» Work to be completed:
Quote all of the entries word for word.

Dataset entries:

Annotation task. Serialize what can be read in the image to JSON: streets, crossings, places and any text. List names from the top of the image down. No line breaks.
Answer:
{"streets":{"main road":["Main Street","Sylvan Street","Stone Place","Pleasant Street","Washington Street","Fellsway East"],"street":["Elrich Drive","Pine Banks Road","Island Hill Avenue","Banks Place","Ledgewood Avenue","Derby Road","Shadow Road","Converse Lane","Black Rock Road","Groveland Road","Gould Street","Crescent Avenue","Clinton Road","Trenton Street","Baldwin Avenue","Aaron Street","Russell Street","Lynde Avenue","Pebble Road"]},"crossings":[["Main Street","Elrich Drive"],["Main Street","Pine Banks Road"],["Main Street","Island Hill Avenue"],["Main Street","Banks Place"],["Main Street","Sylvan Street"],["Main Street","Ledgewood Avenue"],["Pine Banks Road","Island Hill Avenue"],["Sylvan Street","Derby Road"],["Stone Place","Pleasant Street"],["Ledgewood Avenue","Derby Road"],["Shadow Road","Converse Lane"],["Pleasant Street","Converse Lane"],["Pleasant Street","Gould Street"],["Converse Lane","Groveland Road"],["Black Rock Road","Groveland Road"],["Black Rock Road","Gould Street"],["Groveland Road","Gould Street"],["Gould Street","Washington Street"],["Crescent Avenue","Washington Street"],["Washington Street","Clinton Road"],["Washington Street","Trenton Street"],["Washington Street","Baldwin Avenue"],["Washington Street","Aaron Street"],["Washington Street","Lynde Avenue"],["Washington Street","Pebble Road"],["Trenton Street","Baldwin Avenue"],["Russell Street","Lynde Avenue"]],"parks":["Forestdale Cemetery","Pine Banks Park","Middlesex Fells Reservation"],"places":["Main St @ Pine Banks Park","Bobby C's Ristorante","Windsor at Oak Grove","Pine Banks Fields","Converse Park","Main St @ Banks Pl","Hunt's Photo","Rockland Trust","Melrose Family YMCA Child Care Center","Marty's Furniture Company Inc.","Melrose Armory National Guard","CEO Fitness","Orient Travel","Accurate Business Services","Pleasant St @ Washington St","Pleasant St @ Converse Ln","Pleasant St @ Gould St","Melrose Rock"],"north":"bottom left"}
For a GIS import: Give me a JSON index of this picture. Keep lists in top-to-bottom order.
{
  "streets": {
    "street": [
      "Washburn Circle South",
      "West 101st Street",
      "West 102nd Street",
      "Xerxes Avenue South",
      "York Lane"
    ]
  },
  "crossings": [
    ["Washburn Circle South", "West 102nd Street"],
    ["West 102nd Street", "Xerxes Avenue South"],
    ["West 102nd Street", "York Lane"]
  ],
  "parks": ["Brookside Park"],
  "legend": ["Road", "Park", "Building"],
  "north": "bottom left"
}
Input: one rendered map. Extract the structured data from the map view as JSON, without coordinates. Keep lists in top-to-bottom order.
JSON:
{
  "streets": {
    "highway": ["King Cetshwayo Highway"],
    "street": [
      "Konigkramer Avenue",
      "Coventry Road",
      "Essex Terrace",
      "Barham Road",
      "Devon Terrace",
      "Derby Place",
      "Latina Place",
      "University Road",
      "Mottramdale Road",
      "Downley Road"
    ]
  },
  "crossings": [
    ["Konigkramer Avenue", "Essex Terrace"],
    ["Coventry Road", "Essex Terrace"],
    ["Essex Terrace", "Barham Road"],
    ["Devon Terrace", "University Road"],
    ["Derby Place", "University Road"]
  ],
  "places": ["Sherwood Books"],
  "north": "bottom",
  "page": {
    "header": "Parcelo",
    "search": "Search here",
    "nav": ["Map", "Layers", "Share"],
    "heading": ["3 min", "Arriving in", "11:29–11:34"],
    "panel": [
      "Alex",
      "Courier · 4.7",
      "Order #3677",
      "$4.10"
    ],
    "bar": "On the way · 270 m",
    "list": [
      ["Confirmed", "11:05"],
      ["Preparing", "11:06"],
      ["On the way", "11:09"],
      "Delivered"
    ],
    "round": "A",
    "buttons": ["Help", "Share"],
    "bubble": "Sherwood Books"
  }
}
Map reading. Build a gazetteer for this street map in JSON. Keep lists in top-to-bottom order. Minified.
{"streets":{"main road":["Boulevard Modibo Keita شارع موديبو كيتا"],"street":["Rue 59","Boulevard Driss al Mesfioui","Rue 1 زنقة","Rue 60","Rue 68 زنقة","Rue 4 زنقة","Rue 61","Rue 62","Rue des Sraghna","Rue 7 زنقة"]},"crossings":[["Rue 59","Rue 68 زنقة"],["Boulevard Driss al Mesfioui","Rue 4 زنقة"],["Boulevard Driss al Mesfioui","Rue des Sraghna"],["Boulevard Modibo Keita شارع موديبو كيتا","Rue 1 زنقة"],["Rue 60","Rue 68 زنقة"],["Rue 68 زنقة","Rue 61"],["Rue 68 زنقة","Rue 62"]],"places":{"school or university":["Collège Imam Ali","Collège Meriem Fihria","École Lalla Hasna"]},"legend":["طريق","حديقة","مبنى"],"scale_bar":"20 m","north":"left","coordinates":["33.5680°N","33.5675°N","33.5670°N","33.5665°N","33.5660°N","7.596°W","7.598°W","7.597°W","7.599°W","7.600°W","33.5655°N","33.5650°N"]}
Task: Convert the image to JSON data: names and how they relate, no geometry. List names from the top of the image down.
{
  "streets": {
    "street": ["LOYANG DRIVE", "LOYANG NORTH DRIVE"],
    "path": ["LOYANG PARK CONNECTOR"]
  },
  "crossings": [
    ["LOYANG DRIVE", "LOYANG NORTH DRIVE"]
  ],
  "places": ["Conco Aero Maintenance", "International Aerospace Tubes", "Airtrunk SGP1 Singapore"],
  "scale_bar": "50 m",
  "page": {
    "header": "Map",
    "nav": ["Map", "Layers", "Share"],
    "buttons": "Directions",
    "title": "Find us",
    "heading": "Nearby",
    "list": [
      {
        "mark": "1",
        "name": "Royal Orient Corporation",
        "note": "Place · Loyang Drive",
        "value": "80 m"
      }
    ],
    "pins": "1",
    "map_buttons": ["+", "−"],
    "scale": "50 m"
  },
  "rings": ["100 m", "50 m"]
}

» The answer:
Annotation task. Serialize what can be read in the image to JSON: streets, crossings, places and any text. List names from the top of the image down. No line breaks.
Answer:
{"streets":{"main road":["Main Street","Sylvan Street","Stone Place","Pleasant Street","Washington Street","Fellsway East"],"street":["Elrich Drive","Pine Banks Road","Island Hill Avenue","Banks Place","Ledgewood Avenue","Derby Road","Shadow Road","Converse Lane","Black Rock Road","Groveland Road","Gould Street","Crescent Avenue","Clinton Road","Trenton Street","Baldwin Avenue","Aaron Street","Russell Street","Lynde Avenue","Pebble Road"]},"crossings":[["Main Street","Elrich Drive"],["Main Street","Pine Banks Road"],["Main Street","Island Hill Avenue"],["Main Street","Banks Place"],["Main Street","Sylvan Street"],["Main Street","Ledgewood Avenue"],["Pine Banks Road","Island Hill Avenue"],["Sylvan Street","Derby Road"],["Stone Place","Pleasant Street"],["Ledgewood Avenue","Derby Road"],["Shadow Road","Converse Lane"],["Pleasant Street","Converse Lane"],["Pleasant Street","Gould Street"],["Converse Lane","Groveland Road"],["Black Rock Road","Groveland Road"],["Black Rock Road","Gould Street"],["Groveland Road","Gould Street"],["Gould Street","Washington Street"],["Crescent Avenue","Washington Street"],["Washington Street","Clinton Road"],["Washington Street","Trenton Street"],["Washington Street","Baldwin Avenue"],["Washington Street","Aaron Street"],["Washington Street","Lynde Avenue"],["Washington Street","Pebble Road"],["Trenton Street","Baldwin Avenue"],["Russell Street","Lynde Avenue"]],"parks":["Forestdale Cemetery","Pine Banks Park","Middlesex Fells Reservation"],"places":["Main St @ Pine Banks Park","Bobby C's Ristorante","Windsor at Oak Grove","Pine Banks Fields","Converse Park","Main St @ Banks Pl","Hunt's Photo","Rockland Trust","Melrose Family YMCA Child Care Center","Marty's Furniture Company Inc.","Melrose Armory National Guard","CEO Fitness","Orient Travel","Accurate Business Services","Pleasant St @ Washington St","Pleasant St @ Converse Ln","Pleasant St @ Gould St","Melrose Rock"],"north":"bottom left"}
For a GIS import: Give me a JSON index of this picture. Keep lists in top-to-bottom order.
{
  "streets": {
    "street": [
      "Washburn Circle South",
      "West 101st Street",
      "West 102nd Street",
      "Xerxes Avenue South",
      "York Lane"
    ]
  },
  "crossings": [
    ["Washburn Circle South", "West 102nd Street"],
    ["West 102nd Street", "Xerxes Avenue South"],
    ["West 102nd Street", "York Lane"]
  ],
  "parks": ["Brookside Park"],
  "legend": ["Road", "Park", "Building"],
  "north": "bottom left"
}
Input: one rendered map. Extract the structured data from the map view as JSON, without coordinates. Keep lists in top-to-bottom order.
JSON:
{
  "streets": {
    "highway": ["King Cetshwayo Highway"],
    "street": [
      "Konigkramer Avenue",
      "Coventry Road",
      "Essex Terrace",
      "Barham Road",
      "Devon Terrace",
      "Derby Place",
      "Latina Place",
      "University Road",
      "Mottramdale Road",
      "Downley Road"
    ]
  },
  "crossings": [
    ["Konigkramer Avenue", "Essex Terrace"],
    ["Coventry Road", "Essex Terrace"],
    ["Essex Terrace", "Barham Road"],
    ["Devon Terrace", "University Road"],
    ["Derby Place", "University Road"]
  ],
  "places": ["Sherwood Books"],
  "north": "bottom",
  "page": {
    "header": "Parcelo",
    "search": "Search here",
    "nav": ["Map", "Layers", "Share"],
    "heading": ["3 min", "Arriving in", "11:29–11:34"],
    "panel": [
      "Alex",
      "Courier · 4.7",
      "Order #3677",
      "$4.10"
    ],
    "bar": "On the way · 270 m",
    "list": [
      ["Confirmed", "11:05"],
      ["Preparing", "11:06"],
      ["On the way", "11:09"],
      "Delivered"
    ],
    "round": "A",
    "buttons": ["Help", "Share"],
    "bubble": "Sherwood Books"
  }
}
Map reading. Build a gazetteer for this street map in JSON. Keep lists in top-to-bottom order. Minified.
{"streets":{"main road":["Boulevard Modibo Keita شارع موديبو كيتا"],"street":["Rue 59","Boulevard Driss al Mesfioui","Rue 1 زنقة","Rue 60","Rue 68 زنقة","Rue 4 زنقة","Rue 61","Rue 62","Rue des Sraghna","Rue 7 زنقة"]},"crossings":[["Rue 59","Rue 68 زنقة"],["Boulevard Driss al Mesfioui","Rue 4 زنقة"],["Boulevard Driss al Mesfioui","Rue des Sraghna"],["Boulevard Modibo Keita شارع موديبو كيتا","Rue 1 زنقة"],["Rue 60","Rue 68 زنقة"],["Rue 68 زنقة","Rue 61"],["Rue 68 زنقة","Rue 62"]],"places":{"school or university":["Collège Imam Ali","Collège Meriem Fihria","École Lalla Hasna"]},"legend":["طريق","حديقة","مبنى"],"scale_bar":"20 m","north":"left","coordinates":["33.5680°N","33.5675°N","33.5670°N","33.5665°N","33.5660°N","7.596°W","7.598°W","7.597°W","7.599°W","7.600°W","33.5655°N","33.5650°N"]}
Task: Convert the image to JSON data: names and how they relate, no geometry. List names from the top of the image down.
{
  "streets": {
    "street": ["LOYANG DRIVE", "LOYANG NORTH DRIVE"],
    "path": ["LOYANG PARK CONNECTOR"]
  },
  "crossings": [
    ["LOYANG DRIVE", "LOYANG NORTH DRIVE"]
  ],
  "places": ["Conco Aero Maintenance", "International Aerospace Tubes", "Airtrunk SGP1 Singapore"],
  "scale_bar": "50 m",
  "page": {
    "header": "Map",
    "nav": ["Map", "Layers", "Share"],
    "buttons": "Directions",
    "title": "Find us",
    "heading": "Nearby",
    "list": [
      {
        "mark": "1",
        "name": "Royal Orient Corporation",
        "note": "Place · Loyang Drive",
        "value": "80 m"
      }
    ],
    "pins": "1",
    "map_buttons": ["+", "−"],
    "scale": "50 m"
  },
  "rings": ["100 m", "50 m"]
}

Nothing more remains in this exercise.